HeavilySedated
Bluelighter
The problem I have with cannabis induced psychosis discussions, and as others have mentioned, is that people need to understand exactly what psychosis is.
Psychosis appears to happen to certain predisposed people. Those are people who should have been sort of "off" their entire lives. In fact, there are a specific set of latent psychotic traits in people who would most likely go on to develop full blown symptoms. I theorize that psychosis doesn't break, it becomes apparent as a person grows up and is faced with more difficult life situations and challenges. A child exhibiting psychotic symptoms will be written off as having an over-active imagination. When that child becomes an adult, those symptoms cannot be ignored by others.
As someone mentioned, the barrier between sanity and psychosis is called insight. ie, I may (and had) have delusions that I'm god, inanimate objects are out to get me, voices in my head are telling me to do stuff/comment on actions. This can be experienced on drugs, but usually it would take a heavy duty hallucinogenic to bring that out. However, as long as a person does not identify with the delusions, he or she is not going psychotic yet. I have met many schizophrenics and others with delusions, who seem to like talking to people about their delusions. That's their first lack of insight, not understanding that other people cannot experience and identify with them. When I say to them that those are delusions, they become argumentative, defensive, or just wallow up and refuse to go deeper into the conversation. I believe that what separates people with psychosis and non psychotic people is the ability to criticize and analyze ones own train of thought. It has been theorized that psychosis is a result of certain neural pathways misfiring or something.

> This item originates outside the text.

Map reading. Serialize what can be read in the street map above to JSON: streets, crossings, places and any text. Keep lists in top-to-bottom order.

To sum it up, I don't believe that cannabis can so much induce psychosis as removing inhibitions, allowing a person to act against their learned instinct to hide their symptoms from other people during baseline, non-manic states of mind.
The oft-quoted statistic from anti-drug organisations, that overall 1 percent of the population will ever develop psychotic symptoms against 6 percent of cannabis smokers is simply a bias. I believe that predisposed people are often outsiders, creative people who would be drawn more to drug use, more than the general population.

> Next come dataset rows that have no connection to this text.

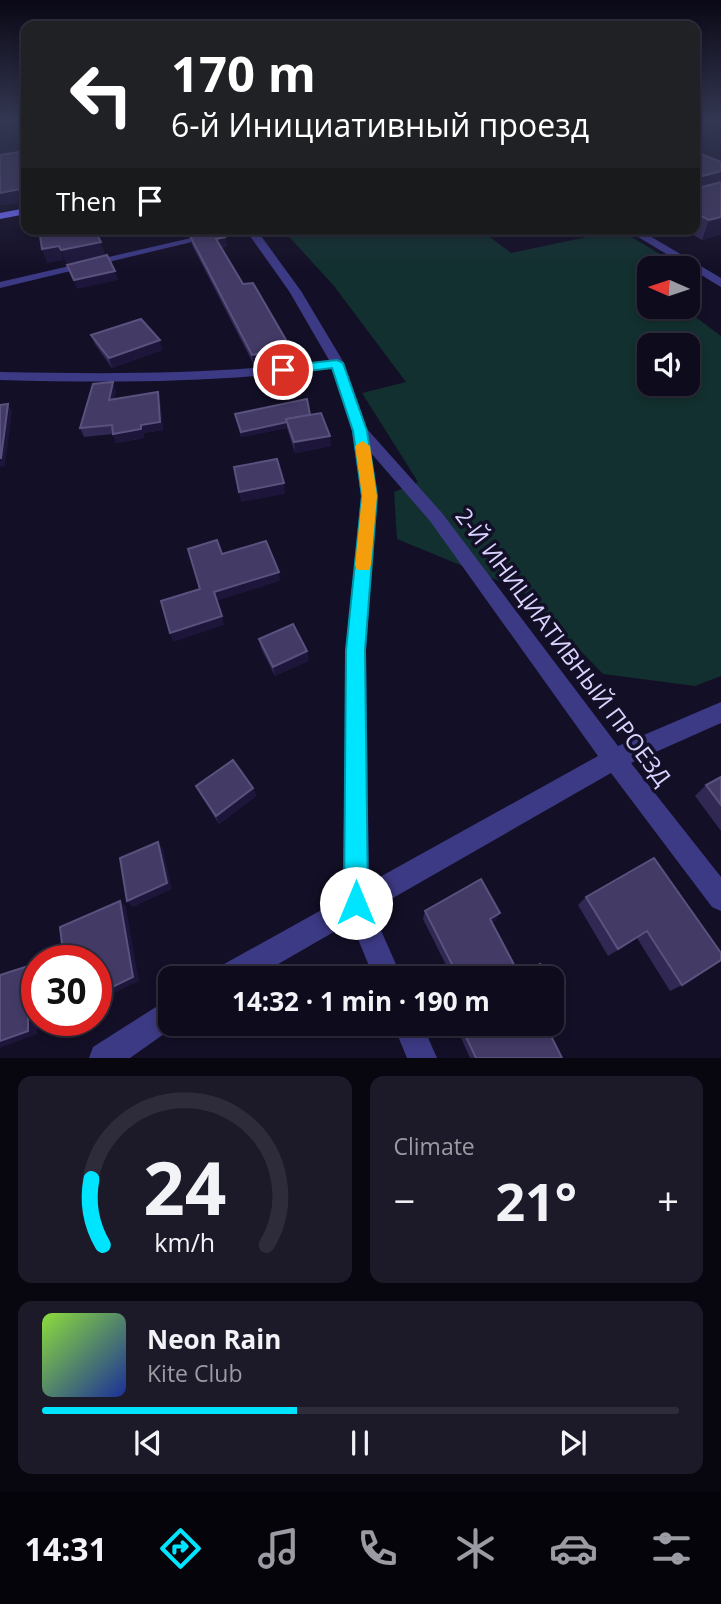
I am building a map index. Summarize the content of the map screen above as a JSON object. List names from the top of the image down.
{
  "streets": {
    "street": ["2-Й ИНИЦИАТИВНЫЙ ПРОЕЗД"]
  },
  "north": "left",
  "page": {
    "turn": ["170 m", "6-й Инициативный проезд"],
    "then": "Then",
    "limit": "30",
    "trip": "14:32 · 1 min · 190 m",
    "tile": "Climate",
    "heat": ["−", "21°", "+"],
    "song": ["Neon Rain", "Kite Club"],
    "tabs": "14:31",
    "gauge": ["24", "km/h"]
  }
}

To the OP, you might have experienced psychosis-like symptoms, but don't take it too seriously. weird things happen when we are high. I wouldn't take it as a warning sign of sorts because you seem to be insightful. Like how people with anxiety are terrified of losing their mind. This is quite far from what actual psychosis is, which is a terrible thing. A truly psychotic person doesn't talk about their symptoms in an objective, medical way.

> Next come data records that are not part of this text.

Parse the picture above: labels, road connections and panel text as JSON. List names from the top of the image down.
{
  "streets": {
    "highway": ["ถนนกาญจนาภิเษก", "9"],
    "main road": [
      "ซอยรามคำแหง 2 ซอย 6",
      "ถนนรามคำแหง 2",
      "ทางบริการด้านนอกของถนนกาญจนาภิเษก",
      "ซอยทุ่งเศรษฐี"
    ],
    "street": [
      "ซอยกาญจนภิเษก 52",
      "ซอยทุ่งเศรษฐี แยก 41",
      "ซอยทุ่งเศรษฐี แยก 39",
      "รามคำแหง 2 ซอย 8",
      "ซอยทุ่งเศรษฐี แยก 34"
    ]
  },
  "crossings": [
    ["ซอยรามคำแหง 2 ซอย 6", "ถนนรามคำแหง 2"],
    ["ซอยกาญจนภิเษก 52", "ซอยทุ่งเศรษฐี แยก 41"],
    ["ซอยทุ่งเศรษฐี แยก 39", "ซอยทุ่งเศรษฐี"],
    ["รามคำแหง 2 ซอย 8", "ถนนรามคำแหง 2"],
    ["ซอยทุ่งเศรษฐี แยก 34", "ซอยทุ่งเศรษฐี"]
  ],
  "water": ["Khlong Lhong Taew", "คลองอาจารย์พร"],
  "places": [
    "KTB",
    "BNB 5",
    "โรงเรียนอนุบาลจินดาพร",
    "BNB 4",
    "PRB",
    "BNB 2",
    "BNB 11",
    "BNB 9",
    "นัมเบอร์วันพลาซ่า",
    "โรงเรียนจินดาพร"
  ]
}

Psychosis appears to happen to certain predisposed people. Those are people who should have been sort of "off" their entire lives. In fact, there are a specific set of latent psychotic traits in people who would most likely go on to develop full blown symptoms. I theorize that psychosis doesn't break, it becomes apparent as a person grows up and is faced with more difficult life situations and challenges. A child exhibiting psychotic symptoms will be written off as having an over-active imagination. When that child becomes an adult, those symptoms cannot be ignored by others.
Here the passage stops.